WHAT IS EXPECTED | Give again, word for word, each line below starting at the one that contains "Input: one rendered" and ending at the one that contains "Annotation task. Extract".

══════════

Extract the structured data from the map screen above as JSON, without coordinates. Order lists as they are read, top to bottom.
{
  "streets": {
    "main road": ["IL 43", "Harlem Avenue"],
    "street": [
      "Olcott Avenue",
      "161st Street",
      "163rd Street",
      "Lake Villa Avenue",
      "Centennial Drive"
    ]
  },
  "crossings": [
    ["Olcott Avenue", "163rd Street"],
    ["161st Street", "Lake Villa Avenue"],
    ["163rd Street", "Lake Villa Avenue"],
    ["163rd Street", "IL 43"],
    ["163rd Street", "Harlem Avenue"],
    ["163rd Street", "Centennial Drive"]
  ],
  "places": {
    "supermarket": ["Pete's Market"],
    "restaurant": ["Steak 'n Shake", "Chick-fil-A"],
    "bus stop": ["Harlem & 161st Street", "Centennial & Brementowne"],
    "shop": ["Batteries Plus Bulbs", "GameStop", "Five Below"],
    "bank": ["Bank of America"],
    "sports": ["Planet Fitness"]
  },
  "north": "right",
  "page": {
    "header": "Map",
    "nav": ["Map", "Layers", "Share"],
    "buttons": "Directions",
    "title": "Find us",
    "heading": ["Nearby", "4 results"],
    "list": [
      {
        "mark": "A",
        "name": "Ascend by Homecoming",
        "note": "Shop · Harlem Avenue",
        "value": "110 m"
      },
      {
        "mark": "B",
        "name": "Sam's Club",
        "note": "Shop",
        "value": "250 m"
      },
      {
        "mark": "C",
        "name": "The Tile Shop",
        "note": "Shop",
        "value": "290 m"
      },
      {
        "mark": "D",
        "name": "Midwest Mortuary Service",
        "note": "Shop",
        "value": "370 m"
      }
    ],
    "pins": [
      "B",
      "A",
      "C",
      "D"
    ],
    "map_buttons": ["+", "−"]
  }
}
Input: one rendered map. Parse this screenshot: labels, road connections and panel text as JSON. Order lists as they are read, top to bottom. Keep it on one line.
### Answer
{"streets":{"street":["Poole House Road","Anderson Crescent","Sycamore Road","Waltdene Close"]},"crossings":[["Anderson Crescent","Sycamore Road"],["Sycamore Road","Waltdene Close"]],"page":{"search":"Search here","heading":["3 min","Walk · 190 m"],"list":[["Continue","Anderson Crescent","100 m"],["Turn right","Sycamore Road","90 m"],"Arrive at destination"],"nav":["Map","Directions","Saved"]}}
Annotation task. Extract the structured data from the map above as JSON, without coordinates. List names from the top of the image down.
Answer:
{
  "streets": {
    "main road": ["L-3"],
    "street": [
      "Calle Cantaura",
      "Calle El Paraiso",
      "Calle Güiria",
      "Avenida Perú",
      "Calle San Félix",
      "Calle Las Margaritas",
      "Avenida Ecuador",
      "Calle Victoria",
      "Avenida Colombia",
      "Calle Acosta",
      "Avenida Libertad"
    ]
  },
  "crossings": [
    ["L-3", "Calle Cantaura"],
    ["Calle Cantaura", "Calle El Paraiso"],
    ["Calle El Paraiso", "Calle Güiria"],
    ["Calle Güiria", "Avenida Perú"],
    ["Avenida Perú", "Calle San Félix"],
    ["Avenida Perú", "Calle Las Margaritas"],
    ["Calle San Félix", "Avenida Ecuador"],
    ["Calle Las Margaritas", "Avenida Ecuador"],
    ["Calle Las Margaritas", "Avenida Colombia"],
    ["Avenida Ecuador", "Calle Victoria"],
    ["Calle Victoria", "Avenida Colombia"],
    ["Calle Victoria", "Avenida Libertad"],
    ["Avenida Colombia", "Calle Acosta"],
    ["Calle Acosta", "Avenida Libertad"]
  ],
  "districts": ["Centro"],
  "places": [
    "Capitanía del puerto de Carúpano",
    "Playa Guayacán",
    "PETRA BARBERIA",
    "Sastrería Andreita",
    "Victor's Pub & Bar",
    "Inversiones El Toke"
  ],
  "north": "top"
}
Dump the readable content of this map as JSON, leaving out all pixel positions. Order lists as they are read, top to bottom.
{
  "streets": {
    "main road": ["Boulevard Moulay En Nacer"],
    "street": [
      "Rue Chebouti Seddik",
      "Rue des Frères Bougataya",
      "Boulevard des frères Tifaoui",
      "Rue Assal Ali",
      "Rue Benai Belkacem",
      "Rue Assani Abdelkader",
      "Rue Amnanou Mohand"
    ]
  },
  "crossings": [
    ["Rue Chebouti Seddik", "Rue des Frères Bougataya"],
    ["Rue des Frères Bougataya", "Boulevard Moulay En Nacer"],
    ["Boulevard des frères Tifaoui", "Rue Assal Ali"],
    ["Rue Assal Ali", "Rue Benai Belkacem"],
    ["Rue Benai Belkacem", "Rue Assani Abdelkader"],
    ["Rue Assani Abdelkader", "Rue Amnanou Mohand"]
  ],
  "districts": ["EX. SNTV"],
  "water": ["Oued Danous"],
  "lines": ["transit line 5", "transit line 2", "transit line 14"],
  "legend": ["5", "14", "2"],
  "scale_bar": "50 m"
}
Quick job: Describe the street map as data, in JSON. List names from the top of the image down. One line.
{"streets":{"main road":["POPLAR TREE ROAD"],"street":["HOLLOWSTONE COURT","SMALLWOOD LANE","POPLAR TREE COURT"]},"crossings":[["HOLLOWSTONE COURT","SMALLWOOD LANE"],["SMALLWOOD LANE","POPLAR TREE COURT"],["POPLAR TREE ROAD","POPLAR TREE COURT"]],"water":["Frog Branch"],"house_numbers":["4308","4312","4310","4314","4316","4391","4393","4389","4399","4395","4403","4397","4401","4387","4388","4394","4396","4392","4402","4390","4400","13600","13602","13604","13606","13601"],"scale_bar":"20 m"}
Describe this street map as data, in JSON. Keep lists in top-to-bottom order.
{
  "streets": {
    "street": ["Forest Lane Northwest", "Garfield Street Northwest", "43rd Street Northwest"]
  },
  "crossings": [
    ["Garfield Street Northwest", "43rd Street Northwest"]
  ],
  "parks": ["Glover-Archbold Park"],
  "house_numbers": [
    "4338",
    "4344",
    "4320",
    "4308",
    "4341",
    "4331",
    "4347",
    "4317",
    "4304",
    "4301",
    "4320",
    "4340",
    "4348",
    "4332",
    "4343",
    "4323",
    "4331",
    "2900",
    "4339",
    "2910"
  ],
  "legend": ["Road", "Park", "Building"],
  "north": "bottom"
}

══════════

OUTPUT FOR THIS TASK |
Input: one rendered map. Parse this screenshot: labels, road connections and panel text as JSON. Order lists as they are read, top to bottom. Keep it on one line.
### Answer
{"streets":{"street":["Poole House Road","Anderson Crescent","Sycamore Road","Waltdene Close"]},"crossings":[["Anderson Crescent","Sycamore Road"],["Sycamore Road","Waltdene Close"]],"page":{"search":"Search here","heading":["3 min","Walk · 190 m"],"list":[["Continue","Anderson Crescent","100 m"],["Turn right","Sycamore Road","90 m"],"Arrive at destination"],"nav":["Map","Directions","Saved"]}}
Annotation task. Extract the structured data from the map above as JSON, without coordinates. List names from the top of the image down.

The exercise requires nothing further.